March 15, 20179 yr Doesn't a 350watt motor have to work harder (and generate more heat) to reach 28mph than a 1500watt motor? Isn't a 1500watt motor underperforming at 28mph and therefore is less stressed? For Christ's sake, read what's been written. The motor's designated power has very little bearing on how much power you get from it. That's a nominal rating, i.e. how much power it can handle, not how much power it will give. The power is determined by the controller. Those 1000w and 1500w kits you were looking at have the same motor. It's the controller that's different. In addition to that, power output depends on efficiency , which depends on motor speed vs winding speed. A high speed motor will have low efficiency at low speed, typically as low as 25%, so if you feed it with 1500w at low speed, you get something that gives you more heat than an electric fire.
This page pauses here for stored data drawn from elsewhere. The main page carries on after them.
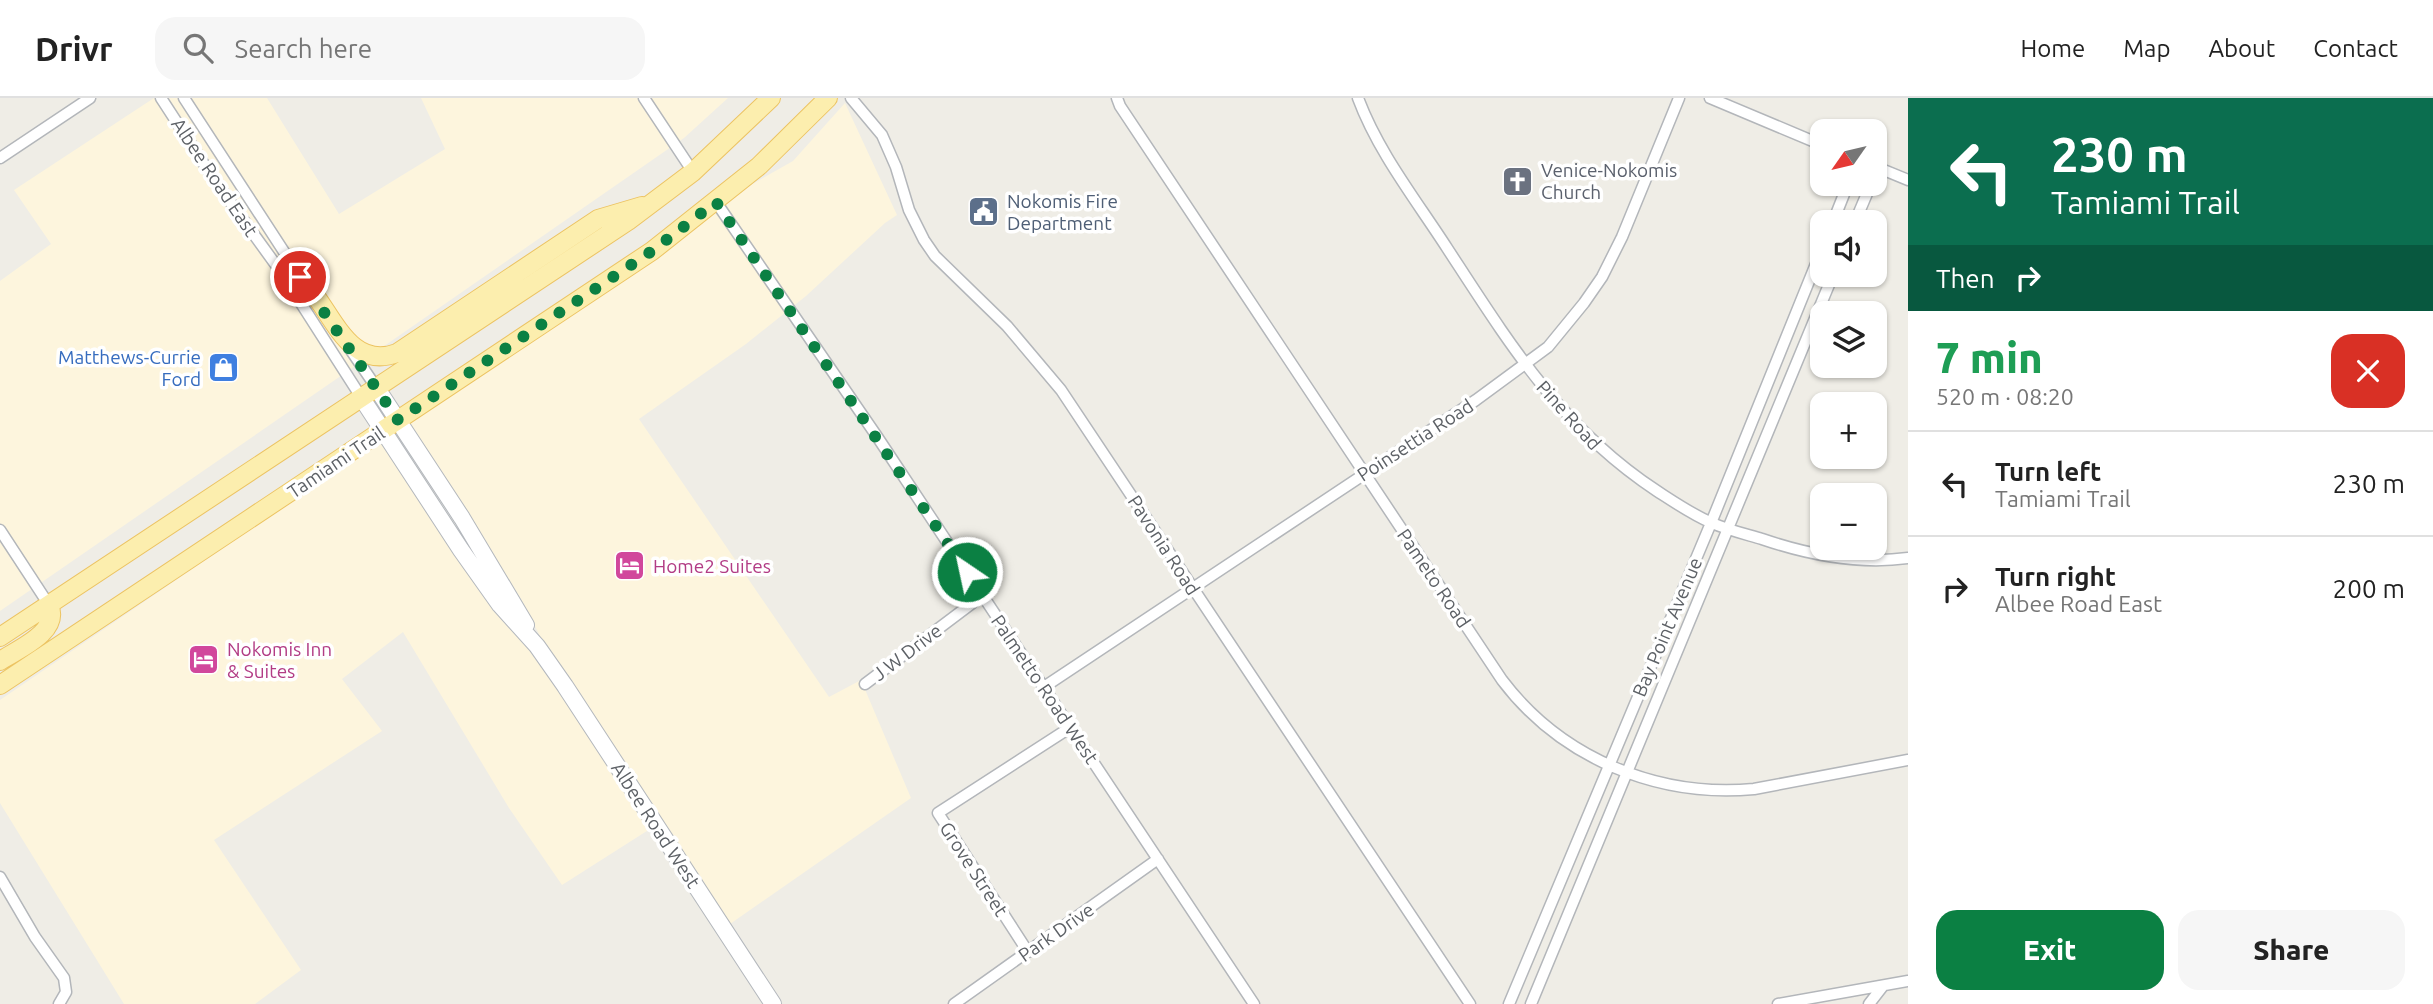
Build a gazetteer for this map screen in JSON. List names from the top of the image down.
{
  "streets": {
    "main road": ["Tamiami Trail"],
    "street": [
      "Albee Road East",
      "Pine Road",
      "Poinsettia Road",
      "Pavonia Road",
      "Pameto Road",
      "Bay Point Avenue",
      "J W Drive",
      "Palmetto Road West",
      "Albee Road West",
      "Grove Street",
      "Park Drive"
    ]
  },
  "crossings": [
    ["Albee Road East", "Tamiami Trail"],
    ["Albee Road East", "Albee Road West"],
    ["Pine Road", "Poinsettia Road"],
    ["Pine Road", "Bay Point Avenue"],
    ["Poinsettia Road", "Pavonia Road"],
    ["Poinsettia Road", "Pameto Road"],
    ["Poinsettia Road", "Palmetto Road West"],
    ["Tamiami Trail", "Palmetto Road West"],
    ["Tamiami Trail", "Albee Road West"],
    ["Pameto Road", "Bay Point Avenue"],
    ["J W Drive", "Palmetto Road West"],
    ["Palmetto Road West", "Grove Street"],
    ["Palmetto Road West", "Park Drive"],
    ["Grove Street", "Park Drive"]
  ],
  "places": {
    "church": ["Venice-Nokomis Church"],
    "public building": ["Nokomis Fire Department"],
    "shop": ["Matthews-Currie Ford"],
    "hotel": ["Home2 Suites", "Nokomis Inn & Suites"]
  },
  "north": "bottom left",
  "page": {
    "header": "Drivr",
    "search": "Search here",
    "nav": [
      "Home",
      "Map",
      "About",
      "Contact"
    ],
    "turn": ["230 m", "Tamiami Trail"],
    "map_buttons": ["+", "−"],
    "then": "Then",
    "heading": ["7 min", "520 m · 08:20"],
    "list": [
      {
        "name": "Turn left",
        "note": "Tamiami Trail",
        "value": "230 m"
      },
      {
        "name": "Turn right",
        "note": "Albee Road East",
        "value": "200 m"
      }
    ],
    "buttons": ["Exit", "Share"]
  }
}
Use the simulator mentioned above to see how motors work and what you need to get what you want.
March 15, 20179 yr Author So the 1500 watt is less efficient, not performing at its optimum, while the best matched-to-the-need 350 watt is performing at its optimum. We are talking electric motors here, and running them below optimum efficiency is very wasteful. The bigger the disparity, the greater the waste. They are very different from ic engines. . So what motor wattage is more efficient at maintaining 20-25mph unassisted? 500-750watt?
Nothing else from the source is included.